| Exercise input |
* * * * * * * * *
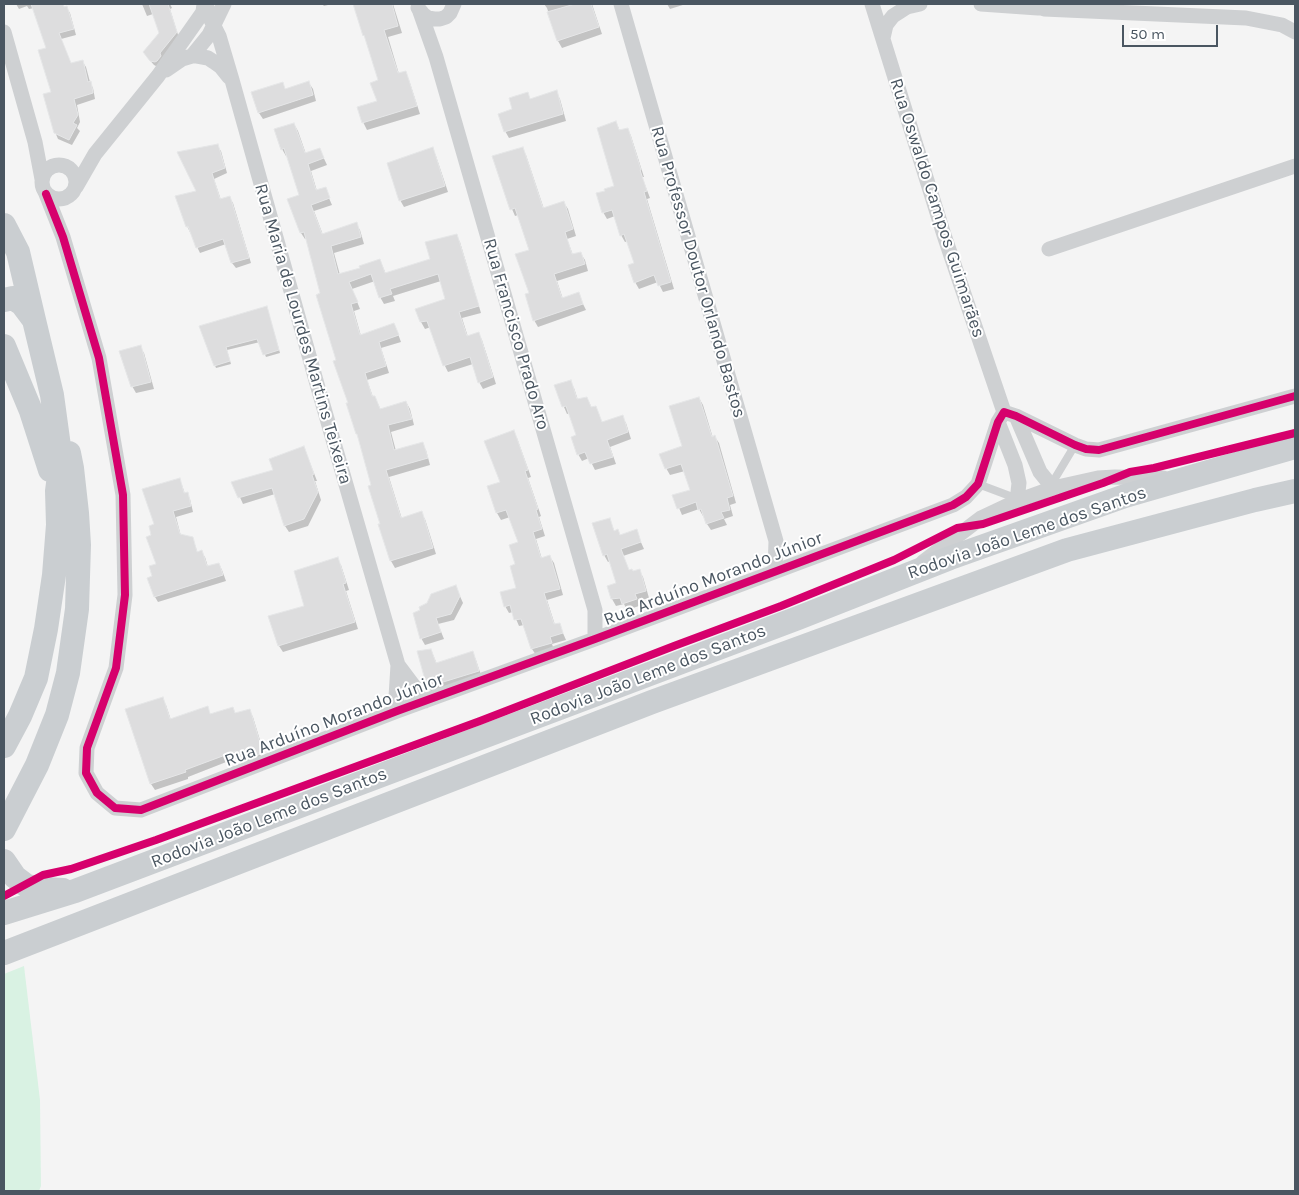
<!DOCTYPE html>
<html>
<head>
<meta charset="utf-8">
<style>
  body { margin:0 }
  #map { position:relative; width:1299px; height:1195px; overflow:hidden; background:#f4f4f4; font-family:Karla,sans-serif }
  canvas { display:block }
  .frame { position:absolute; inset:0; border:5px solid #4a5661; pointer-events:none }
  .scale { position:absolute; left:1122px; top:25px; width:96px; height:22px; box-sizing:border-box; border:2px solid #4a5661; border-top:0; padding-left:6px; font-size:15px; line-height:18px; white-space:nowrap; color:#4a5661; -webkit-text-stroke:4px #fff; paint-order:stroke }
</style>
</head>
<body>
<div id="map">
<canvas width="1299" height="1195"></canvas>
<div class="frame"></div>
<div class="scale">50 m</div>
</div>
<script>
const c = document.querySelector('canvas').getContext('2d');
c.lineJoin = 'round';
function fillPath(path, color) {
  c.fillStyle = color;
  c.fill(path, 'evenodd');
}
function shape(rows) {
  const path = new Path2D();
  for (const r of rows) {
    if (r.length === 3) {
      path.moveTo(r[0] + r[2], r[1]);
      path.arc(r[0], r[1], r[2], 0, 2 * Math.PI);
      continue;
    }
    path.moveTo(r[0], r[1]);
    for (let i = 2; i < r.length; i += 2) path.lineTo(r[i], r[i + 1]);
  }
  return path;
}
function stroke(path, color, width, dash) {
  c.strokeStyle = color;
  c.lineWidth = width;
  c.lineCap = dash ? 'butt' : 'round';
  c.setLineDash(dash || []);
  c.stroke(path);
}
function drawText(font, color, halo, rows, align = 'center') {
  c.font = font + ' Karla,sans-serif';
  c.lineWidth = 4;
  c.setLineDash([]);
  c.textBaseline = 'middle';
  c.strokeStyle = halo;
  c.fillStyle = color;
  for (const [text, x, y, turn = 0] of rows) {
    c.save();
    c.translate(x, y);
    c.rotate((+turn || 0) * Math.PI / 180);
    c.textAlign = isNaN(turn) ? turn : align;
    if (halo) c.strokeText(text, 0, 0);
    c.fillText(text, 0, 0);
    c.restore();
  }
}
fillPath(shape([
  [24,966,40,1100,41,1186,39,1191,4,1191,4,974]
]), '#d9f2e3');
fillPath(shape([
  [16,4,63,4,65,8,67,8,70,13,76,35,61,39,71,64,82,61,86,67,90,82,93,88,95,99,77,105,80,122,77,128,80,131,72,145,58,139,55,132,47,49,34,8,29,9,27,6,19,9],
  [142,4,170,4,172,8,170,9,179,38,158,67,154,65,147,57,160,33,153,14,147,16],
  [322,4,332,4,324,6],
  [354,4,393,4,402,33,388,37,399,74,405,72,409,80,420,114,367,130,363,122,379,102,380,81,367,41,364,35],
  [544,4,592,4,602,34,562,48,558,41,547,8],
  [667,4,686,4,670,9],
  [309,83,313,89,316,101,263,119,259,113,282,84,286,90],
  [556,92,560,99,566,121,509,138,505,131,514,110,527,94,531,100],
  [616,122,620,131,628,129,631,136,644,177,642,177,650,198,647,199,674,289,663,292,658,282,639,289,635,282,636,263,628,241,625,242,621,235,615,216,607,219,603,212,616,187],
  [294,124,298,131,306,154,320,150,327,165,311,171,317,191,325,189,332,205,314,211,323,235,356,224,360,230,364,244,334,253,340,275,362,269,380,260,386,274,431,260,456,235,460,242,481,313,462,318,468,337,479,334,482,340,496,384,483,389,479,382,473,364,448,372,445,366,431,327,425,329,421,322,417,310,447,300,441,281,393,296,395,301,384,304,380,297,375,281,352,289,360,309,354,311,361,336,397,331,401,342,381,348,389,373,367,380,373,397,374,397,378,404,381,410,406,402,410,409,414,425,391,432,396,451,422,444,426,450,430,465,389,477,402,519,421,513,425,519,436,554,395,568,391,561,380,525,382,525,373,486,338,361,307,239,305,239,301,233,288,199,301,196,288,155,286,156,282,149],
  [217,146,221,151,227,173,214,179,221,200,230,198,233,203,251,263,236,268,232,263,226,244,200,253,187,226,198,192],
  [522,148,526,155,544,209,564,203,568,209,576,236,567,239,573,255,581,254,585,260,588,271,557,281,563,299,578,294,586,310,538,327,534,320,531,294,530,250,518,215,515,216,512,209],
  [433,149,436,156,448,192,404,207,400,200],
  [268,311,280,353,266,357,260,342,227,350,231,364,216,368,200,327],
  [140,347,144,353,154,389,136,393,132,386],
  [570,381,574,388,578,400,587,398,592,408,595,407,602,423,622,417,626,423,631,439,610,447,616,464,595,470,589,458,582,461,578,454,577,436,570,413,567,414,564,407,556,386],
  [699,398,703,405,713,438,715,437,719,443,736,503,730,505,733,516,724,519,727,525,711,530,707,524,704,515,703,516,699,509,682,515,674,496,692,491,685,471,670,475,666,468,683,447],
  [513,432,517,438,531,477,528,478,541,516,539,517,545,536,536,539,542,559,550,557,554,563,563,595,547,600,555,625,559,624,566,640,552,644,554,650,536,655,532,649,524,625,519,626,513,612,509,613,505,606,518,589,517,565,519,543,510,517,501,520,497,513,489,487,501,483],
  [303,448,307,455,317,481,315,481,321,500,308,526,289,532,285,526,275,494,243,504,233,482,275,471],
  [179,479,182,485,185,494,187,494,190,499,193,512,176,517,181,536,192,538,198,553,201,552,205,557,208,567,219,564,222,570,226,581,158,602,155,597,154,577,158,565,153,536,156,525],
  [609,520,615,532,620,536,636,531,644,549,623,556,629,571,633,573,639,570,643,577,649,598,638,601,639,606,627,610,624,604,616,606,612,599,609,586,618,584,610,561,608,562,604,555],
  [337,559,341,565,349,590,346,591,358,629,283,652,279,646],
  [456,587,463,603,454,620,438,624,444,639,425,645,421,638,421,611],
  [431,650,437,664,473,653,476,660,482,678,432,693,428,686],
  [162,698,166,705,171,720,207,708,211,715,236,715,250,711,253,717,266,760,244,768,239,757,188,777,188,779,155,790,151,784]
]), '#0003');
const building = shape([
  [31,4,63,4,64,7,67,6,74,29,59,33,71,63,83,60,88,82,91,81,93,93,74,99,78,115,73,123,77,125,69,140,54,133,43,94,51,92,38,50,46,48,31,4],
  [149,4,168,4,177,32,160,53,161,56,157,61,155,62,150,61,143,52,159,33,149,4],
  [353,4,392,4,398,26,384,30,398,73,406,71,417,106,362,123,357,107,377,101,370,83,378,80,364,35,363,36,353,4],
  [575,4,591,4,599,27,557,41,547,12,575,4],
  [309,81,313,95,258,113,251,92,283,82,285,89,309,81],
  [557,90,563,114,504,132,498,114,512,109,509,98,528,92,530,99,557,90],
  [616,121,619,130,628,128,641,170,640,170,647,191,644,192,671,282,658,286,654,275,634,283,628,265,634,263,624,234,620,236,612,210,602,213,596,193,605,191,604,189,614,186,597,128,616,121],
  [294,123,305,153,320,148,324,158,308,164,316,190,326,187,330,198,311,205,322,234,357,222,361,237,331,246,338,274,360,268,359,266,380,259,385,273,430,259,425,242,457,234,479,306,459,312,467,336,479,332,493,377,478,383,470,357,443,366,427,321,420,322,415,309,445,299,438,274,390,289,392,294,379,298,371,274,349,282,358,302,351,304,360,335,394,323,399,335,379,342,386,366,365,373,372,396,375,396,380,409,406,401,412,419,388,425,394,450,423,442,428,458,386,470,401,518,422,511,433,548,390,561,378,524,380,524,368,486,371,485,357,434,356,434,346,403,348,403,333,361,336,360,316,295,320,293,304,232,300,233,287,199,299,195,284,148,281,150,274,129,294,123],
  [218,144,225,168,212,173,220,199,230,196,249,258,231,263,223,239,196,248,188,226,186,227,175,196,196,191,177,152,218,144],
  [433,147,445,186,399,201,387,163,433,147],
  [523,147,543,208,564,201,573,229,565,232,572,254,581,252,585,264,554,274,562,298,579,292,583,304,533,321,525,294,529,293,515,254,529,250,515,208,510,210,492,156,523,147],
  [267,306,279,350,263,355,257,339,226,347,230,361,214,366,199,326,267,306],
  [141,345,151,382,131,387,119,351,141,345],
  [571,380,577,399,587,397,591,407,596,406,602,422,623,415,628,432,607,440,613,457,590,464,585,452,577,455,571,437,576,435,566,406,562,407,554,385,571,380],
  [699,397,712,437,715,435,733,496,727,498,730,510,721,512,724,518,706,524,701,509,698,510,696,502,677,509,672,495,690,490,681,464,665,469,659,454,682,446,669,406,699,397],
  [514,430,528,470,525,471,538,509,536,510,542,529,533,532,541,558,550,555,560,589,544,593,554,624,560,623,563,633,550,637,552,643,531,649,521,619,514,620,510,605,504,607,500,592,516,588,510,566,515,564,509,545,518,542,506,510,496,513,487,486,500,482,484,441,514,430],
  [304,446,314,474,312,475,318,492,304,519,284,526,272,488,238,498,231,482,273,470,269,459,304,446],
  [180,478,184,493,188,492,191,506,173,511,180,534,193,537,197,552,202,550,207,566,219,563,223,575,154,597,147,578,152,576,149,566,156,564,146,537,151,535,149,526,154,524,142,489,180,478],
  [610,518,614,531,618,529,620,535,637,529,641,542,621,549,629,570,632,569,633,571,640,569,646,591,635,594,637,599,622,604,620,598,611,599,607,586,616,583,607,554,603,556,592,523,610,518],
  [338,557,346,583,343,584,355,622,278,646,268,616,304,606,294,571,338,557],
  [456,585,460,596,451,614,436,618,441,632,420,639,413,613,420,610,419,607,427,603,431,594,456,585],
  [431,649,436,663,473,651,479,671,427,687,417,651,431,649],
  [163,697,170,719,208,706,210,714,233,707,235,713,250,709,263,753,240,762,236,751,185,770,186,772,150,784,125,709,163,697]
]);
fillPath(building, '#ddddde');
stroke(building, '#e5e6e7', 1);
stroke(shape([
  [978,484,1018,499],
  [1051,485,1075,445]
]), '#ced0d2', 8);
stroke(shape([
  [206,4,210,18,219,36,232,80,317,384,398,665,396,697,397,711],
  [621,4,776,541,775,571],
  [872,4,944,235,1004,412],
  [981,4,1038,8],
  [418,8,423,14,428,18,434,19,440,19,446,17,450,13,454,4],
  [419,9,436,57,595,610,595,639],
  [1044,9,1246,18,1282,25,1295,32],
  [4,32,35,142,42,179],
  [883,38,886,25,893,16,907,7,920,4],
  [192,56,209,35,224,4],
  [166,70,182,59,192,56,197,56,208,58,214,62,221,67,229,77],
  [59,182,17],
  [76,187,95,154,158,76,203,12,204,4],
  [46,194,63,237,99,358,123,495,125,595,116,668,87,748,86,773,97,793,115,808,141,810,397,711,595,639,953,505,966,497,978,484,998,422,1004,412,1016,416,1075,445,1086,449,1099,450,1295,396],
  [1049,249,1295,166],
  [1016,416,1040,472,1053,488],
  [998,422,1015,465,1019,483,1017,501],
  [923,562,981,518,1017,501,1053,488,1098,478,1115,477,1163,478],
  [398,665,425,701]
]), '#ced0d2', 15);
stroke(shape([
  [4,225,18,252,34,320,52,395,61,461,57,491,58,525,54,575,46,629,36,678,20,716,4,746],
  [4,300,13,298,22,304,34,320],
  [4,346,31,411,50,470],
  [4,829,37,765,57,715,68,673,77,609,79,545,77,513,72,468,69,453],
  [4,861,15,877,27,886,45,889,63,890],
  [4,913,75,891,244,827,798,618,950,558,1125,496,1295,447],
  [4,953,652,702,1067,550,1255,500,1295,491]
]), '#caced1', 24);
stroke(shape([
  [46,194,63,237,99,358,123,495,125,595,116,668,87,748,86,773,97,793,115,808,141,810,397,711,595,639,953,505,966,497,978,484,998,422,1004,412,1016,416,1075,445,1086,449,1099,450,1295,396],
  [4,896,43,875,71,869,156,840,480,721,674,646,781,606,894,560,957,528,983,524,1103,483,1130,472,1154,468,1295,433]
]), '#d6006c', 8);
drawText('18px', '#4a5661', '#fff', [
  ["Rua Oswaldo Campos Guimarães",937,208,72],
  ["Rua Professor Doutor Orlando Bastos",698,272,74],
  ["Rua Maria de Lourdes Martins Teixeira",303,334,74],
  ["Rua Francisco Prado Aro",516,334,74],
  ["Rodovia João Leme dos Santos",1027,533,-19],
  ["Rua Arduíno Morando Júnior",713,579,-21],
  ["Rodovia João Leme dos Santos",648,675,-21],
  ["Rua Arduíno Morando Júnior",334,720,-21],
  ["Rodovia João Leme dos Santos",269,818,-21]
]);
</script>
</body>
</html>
* * * * * * * * *
| To do |
Each line of the listing that contains the word "strokeStyle" must be copied.

| Written answer |
  c.strokeStyle = color;
  c.strokeStyle = halo;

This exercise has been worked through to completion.